Archived, changing the extension from the automatically .svg.gz to .svgz , then with amazement we see that the resulting file is adequately perceived only by Opera and Internet Explorer, and Firefox, Safari and Chrome turn up the nose, cursing the syntax of XML . Well, of course, what is XML there until you unzip it? And why, in fact, they do not unzip?

It turns out apache is to blame. Until now (version 2.2.12), in the default configuration, it sends the Content-Type: image/svg+xml header required for SVG format to the browser Content-Type: image/svg+xml , but the Content-Encoding: gzip header Content-Encoding: gzip not required for its gzip version. Therefore, we will fix the server configuration or simply write the line “ AddEncoding gzip .svgz ” to the .htaccess file.

I also met another advice to add the following (for the sake of Firefox) the following:

 <FilesMatch \.svgz$> <IfModule mod_gzip.c>  mod_gzip_on No </IfModule> </FilesMatch> 


Perhaps it makes sense if the server is configured to automatically gzip the output files; I do not know.

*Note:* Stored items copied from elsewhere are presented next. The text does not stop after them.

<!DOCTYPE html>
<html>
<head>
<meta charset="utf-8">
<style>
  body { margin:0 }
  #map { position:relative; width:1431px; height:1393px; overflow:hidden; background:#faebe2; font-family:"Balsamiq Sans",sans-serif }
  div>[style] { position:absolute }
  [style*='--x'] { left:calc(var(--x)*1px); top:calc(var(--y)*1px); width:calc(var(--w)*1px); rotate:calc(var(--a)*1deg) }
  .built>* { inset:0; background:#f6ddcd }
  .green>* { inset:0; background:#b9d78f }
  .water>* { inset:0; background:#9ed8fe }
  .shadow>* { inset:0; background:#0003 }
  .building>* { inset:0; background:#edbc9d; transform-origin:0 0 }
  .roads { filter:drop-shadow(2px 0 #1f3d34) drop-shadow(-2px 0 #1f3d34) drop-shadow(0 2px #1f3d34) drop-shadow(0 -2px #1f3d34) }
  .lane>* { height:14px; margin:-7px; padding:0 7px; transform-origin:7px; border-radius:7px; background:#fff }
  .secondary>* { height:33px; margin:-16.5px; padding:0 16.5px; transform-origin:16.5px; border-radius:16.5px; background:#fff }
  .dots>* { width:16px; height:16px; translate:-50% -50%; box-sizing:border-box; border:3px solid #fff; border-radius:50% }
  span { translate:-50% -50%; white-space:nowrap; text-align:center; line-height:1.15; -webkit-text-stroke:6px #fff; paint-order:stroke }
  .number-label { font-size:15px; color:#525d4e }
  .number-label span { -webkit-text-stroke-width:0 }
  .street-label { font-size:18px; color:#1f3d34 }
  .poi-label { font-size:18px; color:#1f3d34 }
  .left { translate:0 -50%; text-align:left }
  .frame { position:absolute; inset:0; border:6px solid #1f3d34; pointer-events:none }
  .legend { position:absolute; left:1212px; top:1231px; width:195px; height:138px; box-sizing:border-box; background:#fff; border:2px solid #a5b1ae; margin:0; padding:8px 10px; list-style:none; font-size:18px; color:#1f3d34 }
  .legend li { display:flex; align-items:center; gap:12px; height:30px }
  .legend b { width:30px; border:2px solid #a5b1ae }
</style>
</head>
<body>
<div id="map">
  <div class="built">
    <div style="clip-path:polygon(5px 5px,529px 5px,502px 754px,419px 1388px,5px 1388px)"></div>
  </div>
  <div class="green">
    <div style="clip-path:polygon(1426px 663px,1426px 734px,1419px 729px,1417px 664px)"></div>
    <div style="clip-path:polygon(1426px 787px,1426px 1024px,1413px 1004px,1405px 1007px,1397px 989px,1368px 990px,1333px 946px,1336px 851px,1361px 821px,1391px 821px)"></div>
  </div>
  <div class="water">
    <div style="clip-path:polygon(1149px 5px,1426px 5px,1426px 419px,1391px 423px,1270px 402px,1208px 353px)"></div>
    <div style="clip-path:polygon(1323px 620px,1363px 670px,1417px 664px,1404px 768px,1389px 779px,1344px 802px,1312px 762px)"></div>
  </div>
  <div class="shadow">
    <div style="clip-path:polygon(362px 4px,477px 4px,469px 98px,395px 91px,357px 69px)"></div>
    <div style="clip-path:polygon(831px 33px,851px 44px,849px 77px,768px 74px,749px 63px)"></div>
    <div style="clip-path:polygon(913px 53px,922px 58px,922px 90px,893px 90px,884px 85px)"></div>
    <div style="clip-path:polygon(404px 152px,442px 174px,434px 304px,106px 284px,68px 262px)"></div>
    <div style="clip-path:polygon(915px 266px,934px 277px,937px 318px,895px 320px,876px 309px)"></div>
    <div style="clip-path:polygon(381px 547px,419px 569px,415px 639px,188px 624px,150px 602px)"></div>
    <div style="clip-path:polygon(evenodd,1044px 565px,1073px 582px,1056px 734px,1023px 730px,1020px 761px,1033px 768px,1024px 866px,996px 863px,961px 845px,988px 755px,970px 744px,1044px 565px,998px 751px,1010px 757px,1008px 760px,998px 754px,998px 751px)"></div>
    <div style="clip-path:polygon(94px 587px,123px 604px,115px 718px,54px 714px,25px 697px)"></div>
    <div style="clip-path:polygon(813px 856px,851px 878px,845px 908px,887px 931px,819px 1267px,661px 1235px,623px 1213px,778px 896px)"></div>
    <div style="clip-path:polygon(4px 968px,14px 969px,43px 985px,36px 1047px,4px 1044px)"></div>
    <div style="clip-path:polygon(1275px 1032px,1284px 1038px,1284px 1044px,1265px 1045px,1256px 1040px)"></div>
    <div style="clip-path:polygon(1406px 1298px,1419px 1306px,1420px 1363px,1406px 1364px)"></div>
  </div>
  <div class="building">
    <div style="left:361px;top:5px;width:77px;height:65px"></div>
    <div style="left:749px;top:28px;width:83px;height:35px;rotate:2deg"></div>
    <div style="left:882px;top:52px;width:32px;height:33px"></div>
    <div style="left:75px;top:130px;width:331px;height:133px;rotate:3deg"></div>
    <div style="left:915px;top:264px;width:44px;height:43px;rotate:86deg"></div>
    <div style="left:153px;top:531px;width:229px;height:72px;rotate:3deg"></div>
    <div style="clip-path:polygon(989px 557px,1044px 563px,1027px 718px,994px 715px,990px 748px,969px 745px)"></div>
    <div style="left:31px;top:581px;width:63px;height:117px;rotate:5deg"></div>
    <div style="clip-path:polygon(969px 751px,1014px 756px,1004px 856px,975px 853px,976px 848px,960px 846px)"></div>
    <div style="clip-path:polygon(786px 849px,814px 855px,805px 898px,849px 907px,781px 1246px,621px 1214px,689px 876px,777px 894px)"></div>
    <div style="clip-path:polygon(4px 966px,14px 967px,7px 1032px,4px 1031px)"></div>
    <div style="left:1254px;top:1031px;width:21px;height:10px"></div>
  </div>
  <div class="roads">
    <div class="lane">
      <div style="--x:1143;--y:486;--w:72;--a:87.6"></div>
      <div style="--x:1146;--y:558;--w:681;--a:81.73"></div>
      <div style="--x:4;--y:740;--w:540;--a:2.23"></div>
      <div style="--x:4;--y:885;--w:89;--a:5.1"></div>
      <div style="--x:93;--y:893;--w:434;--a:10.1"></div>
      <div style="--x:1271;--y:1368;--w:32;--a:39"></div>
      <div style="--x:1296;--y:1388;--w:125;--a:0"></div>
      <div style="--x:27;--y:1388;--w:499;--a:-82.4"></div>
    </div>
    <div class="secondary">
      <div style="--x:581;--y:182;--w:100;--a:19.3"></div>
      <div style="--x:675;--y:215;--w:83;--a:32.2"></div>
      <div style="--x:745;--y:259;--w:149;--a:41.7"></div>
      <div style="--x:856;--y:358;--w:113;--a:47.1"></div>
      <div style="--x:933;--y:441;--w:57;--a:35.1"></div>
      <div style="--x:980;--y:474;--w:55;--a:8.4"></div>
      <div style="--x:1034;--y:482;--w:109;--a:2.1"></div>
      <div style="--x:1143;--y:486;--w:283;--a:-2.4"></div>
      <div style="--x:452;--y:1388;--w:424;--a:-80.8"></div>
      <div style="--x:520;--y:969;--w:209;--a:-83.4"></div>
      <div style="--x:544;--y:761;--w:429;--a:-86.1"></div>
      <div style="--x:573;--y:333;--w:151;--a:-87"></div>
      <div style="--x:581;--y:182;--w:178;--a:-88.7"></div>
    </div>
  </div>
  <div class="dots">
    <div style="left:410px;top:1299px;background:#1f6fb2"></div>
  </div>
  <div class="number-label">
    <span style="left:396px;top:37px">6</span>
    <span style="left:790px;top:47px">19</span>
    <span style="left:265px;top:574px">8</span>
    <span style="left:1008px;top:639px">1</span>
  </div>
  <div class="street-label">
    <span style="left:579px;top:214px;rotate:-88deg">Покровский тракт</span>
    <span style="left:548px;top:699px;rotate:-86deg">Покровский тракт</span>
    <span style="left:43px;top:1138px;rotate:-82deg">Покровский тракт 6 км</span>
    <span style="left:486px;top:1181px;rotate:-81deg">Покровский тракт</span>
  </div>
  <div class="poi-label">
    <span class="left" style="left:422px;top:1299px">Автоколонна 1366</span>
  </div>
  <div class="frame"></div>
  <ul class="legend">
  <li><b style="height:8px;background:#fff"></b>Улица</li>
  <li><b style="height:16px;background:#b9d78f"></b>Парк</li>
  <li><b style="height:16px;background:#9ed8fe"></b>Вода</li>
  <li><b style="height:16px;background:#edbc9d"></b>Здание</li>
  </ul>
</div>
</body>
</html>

Recently, I had on this issue a funny butt with tech support from my host, which lasted a month. I understand that there is a nginx front-end in front of Apache, which in some way limits the ability to use Apache directives. More specifically, the AddType directive works, but AddEncoding does not. Of course, the “Help” section on the provider's website does not contain a word about this quirk, or even even a single mention of nginx. Technical support stubbornly did not want to listen to me and give out their secrets, giving me insane replies: “The title is not given, because the server does not have the necessary settings for
the work of the AddEncoding directive is the Apache Mod_gzip module, “nginx is responsible for compression, the other Apache directives are fully supported” (not true, by the way), “We apologize. You can transfer the svgz format only if there is a mod_deflate module, which, unfortunately, is not available on the servers you use the services ”(and then there is an offer to buy a five more expensive plan!). In the end, they didn’t explain to me what they wanted, but they gave up and began to give the correct title themselves.